Preferably, the sedimentation element has a specific gravity in the range from 1.05 to 2.5, more preferably 1.05 to 2 (where water has a specific gravity in standard conditions of 1 and sea water typically has a specific gravity of about 1.03), still more preferably 1.2 to 1.5, either in situ or, preferably, inherent.

The scour problems that the present invention solves are caused by river currents about bridge foundations or pier foundations and sea currents about piers or seabed mounted structures in an offshore environment exposed to strong tidal currents and/or exposed to storm energy.

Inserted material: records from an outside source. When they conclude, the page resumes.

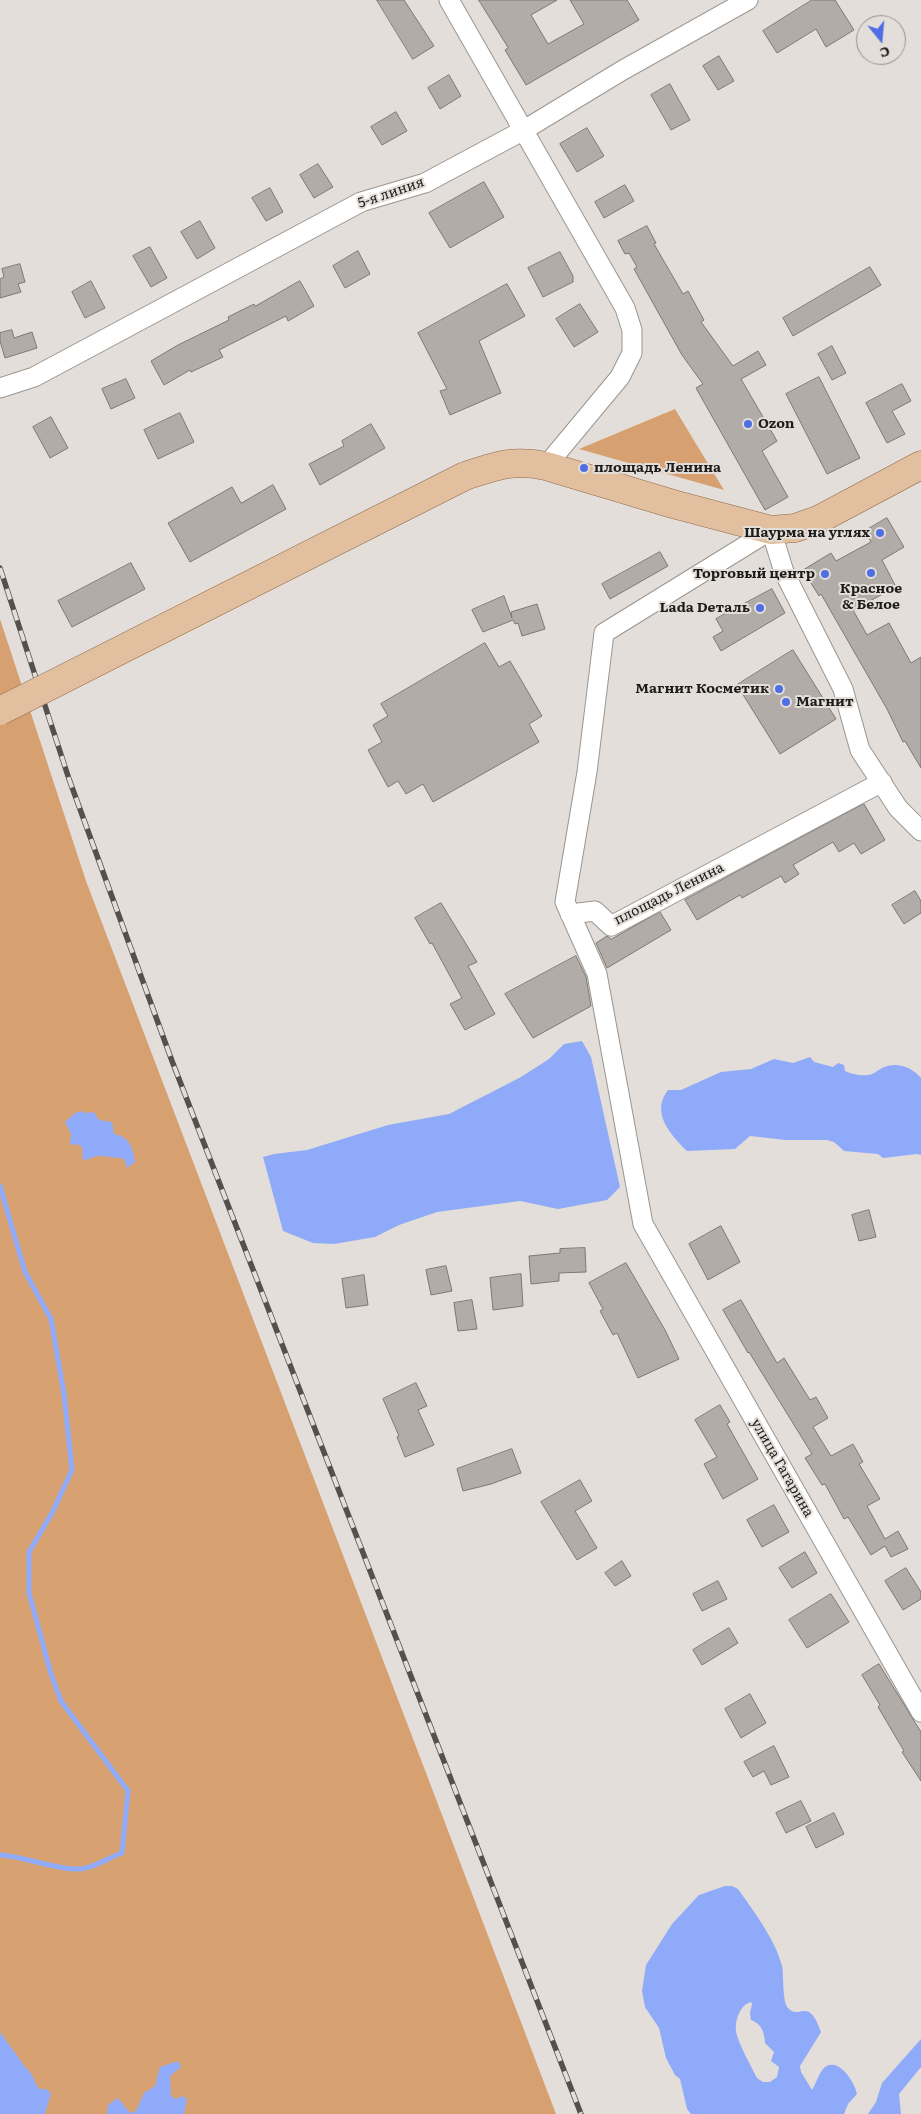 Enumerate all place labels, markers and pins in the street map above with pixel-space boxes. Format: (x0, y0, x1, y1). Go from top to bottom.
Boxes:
place label: Ozon (758, 416, 795, 432)
marker: Ozon (742, 418, 754, 430)
place label: площадь Ленина (594, 460, 721, 476)
marker: площадь Ленина (578, 462, 590, 474)
place label: Шаурма на углях (744, 525, 870, 541)
marker: Шаурма на углях (874, 527, 886, 539)
place label: Торговый центр (693, 566, 815, 582)
marker: Красное & Белое (865, 567, 877, 579)
marker: Торговый центр (819, 568, 831, 580)
place label: Красное & Белое (840, 581, 902, 614)
place label: Lada Dеталь (660, 600, 750, 616)
marker: Lada Dеталь (754, 602, 766, 614)
place label: Магнит Косметик (635, 681, 769, 697)
marker: Магнит Косметик (773, 683, 785, 695)
place label: Магнит (796, 694, 854, 710)
marker: Магнит (780, 696, 792, 708)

The apparatus, system and method of the present invention find utility in a range of offshore applications, including seabed-mounted foundations or seabed mounted or anchored devices. Seabed-mounted foundations include for example the foundations of offshore oil platforms or exploration and drilling platforms and the foundations of renewable energy devices such as wind turbines. Offshore wind turbines are typically mounted upon piles sunk into the seabed. These piles are usually monopiles, but increasingly for larger-sized turbines may be for example tri-piles. Seabed scour about the foundations of offshore wind turbines is a particular problem since the piles are sunk typically in seabed area in which a pile can readily be sunk. Such seabed types are particularly susceptible to scour by nature of the material. Seabed-mounted or anchored devices may include other renewable energy capture devices such as seabed-mounted wave power devices, seabed-anchored wave power devices (or power lines drawn therefrom) and seabed-mounted tidal power devices.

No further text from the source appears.